Directions
Word for word, return each entry that follows, with every image removed.

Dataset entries
╔══

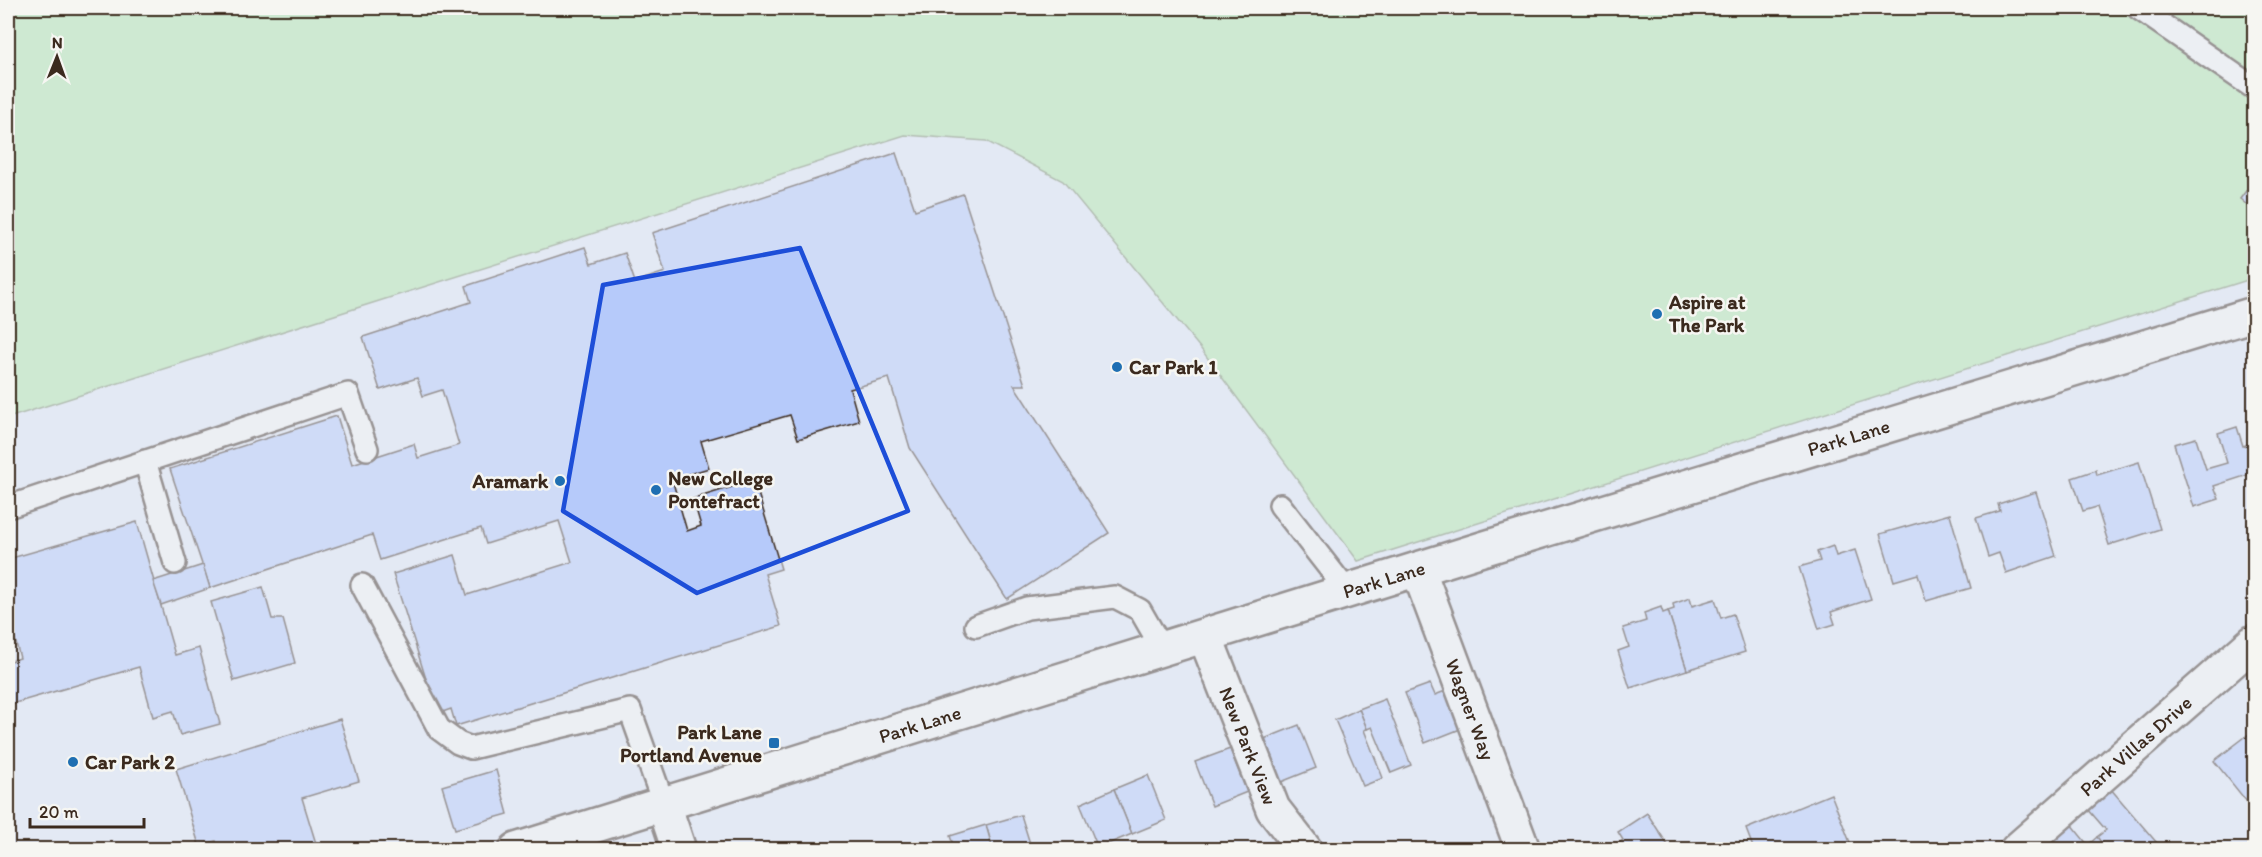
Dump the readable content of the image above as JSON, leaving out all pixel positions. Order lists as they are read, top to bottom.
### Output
{
  "streets": {
    "main road": [
      "Park Lane",
      "Wagner Way",
      "New Park View",
      "Park Villas Drive"
    ]
  },
  "crossings": [
    ["Park Lane", "Wagner Way"],
    ["Park Lane", "New Park View"]
  ],
  "places": {
    "other": [
      "Aspire at The Park",
      "Car Park 1",
      "Aramark",
      "New College Pontefract",
      "Car Park 2"
    ],
    "transit": ["Park Lane Portland Avenue"]
  },
  "scale_bar": "20 m",
  "north": "top"
}
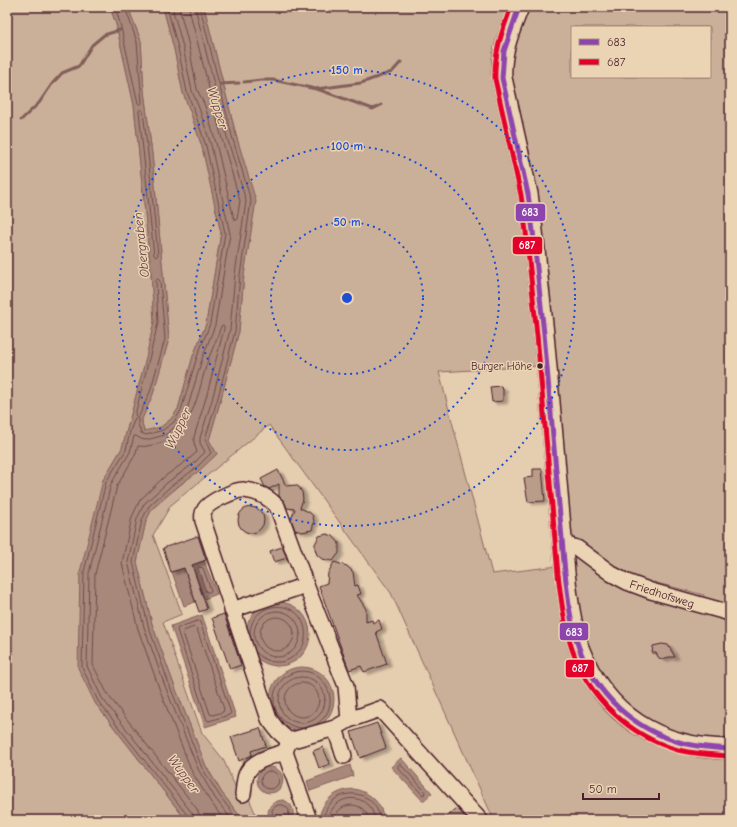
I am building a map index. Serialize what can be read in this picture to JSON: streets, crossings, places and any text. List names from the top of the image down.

╚══

Response box
Dump the readable content of the image above as JSON, leaving out all pixel positions. Order lists as they are read, top to bottom.
### Output
{
  "streets": {
    "main road": [
      "Park Lane",
      "Wagner Way",
      "New Park View",
      "Park Villas Drive"
    ]
  },
  "crossings": [
    ["Park Lane", "Wagner Way"],
    ["Park Lane", "New Park View"]
  ],
  "places": {
    "other": [
      "Aspire at The Park",
      "Car Park 1",
      "Aramark",
      "New College Pontefract",
      "Car Park 2"
    ],
    "transit": ["Park Lane Portland Avenue"]
  },
  "scale_bar": "20 m",
  "north": "top"
}
I am building a map index. Serialize what can be read in this picture to JSON: streets, crossings, places and any text. List names from the top of the image down.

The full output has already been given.